Trouble Booting Related to Hard Disk Errors [ClearOS Documentation]

Trouble Booting Related to Hard Disk Errors

When you boot your system you are confronted with a statement that there were problems with the disk. It prompts you to hit Ctrl+D or to supply the root password to continue. This error can occur when the file system crashes or detects an inconsistency that the normal repair of the journal cannot fix.

What's wrong

This can happen for the following reasons:

Bad shutdown: the system's power was interrupted in such a way that the data volume could not be mounted.
The system has reached an interval required by the startup sequence whereby a check was forced and during that check, inconsistencies were detected.
The drive is bad or some defect has been encountered.

How to fix it

Depending on the problem, this could be an easy fix or a difficult one. You need to think about what data is on this disk and whether or not you can tolerate data loss on the disk. If you are using ClearOS as a mere firewall, the data is probably not as critical as it would be if you are using it as a file server. There are several paths to take here:

Determine whether the physical disk is bad.
Image the volume to ensure optimal recovery.
Try the repair and see what happens.

Determine whether the physical disk is bad

Disk drives fail. Most modern disk drives have within them a chip called a SMART controller. It's job is to watch the disk to see if there are problems. You can use a bootable linux distribution like Parted Magic to boot to a live environment to see if your smart controller is reporting any problems. If your system has a hardware RAID controller, you may not be able to see the SMART chip in order to determine if your drive is bad.

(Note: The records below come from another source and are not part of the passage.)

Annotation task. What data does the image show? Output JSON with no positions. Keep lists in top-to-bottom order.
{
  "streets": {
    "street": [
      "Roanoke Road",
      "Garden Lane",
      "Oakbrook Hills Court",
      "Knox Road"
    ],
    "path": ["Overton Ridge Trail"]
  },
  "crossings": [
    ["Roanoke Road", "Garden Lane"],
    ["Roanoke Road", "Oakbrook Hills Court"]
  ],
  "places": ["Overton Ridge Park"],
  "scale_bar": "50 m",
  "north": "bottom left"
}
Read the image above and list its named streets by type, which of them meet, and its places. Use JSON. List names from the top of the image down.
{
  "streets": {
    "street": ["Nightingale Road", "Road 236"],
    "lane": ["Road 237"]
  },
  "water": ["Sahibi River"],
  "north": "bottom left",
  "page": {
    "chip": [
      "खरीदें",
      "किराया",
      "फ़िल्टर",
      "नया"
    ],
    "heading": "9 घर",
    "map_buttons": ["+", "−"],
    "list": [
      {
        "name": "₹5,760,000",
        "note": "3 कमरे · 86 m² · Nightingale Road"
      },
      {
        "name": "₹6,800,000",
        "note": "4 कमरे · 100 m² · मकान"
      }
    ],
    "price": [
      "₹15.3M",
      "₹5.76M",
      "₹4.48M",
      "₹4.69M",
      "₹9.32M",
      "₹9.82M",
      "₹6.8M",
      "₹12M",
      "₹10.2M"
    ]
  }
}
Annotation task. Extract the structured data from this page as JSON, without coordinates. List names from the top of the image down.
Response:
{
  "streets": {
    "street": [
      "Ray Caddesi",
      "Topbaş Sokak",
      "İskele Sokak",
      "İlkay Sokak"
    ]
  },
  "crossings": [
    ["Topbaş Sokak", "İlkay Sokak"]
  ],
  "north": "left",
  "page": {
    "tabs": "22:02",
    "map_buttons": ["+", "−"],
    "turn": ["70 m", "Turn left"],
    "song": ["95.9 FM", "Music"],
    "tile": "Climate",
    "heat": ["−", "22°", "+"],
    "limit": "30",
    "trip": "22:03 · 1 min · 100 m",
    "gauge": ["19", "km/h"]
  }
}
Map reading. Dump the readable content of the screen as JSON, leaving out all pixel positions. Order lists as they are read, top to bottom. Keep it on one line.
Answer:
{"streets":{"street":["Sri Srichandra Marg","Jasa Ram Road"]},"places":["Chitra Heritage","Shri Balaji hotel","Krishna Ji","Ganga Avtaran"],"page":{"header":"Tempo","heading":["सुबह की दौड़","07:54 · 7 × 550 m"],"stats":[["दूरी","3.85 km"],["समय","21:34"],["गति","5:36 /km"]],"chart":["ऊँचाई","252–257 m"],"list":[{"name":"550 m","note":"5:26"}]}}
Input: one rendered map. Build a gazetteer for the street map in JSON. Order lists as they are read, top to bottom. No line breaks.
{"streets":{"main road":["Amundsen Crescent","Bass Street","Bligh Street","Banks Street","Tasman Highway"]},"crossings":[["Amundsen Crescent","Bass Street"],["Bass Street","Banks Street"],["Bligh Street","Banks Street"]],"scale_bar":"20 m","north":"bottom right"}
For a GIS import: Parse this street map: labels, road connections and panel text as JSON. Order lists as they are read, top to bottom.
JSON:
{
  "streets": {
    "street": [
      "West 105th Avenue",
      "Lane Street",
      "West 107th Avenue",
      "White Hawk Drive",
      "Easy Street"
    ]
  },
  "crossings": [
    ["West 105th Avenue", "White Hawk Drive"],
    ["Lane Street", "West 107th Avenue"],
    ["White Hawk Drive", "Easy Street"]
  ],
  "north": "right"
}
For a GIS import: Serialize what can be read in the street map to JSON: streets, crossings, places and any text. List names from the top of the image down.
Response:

Many people skip this step because it takes a long time. If your system has critical data that is not on a backup, we encourage you to take the steps necessary to determine if your physical disk is good or bad.

Image the volume to ensure optimal recovery

Imaging the disk is a great way to ensure the successful recovery of data. This process requires that the disk be removed from the system and mounted under another system that has:

a valid and modern Linux operating system
sufficient storage to capture the WHOLE disk twice over!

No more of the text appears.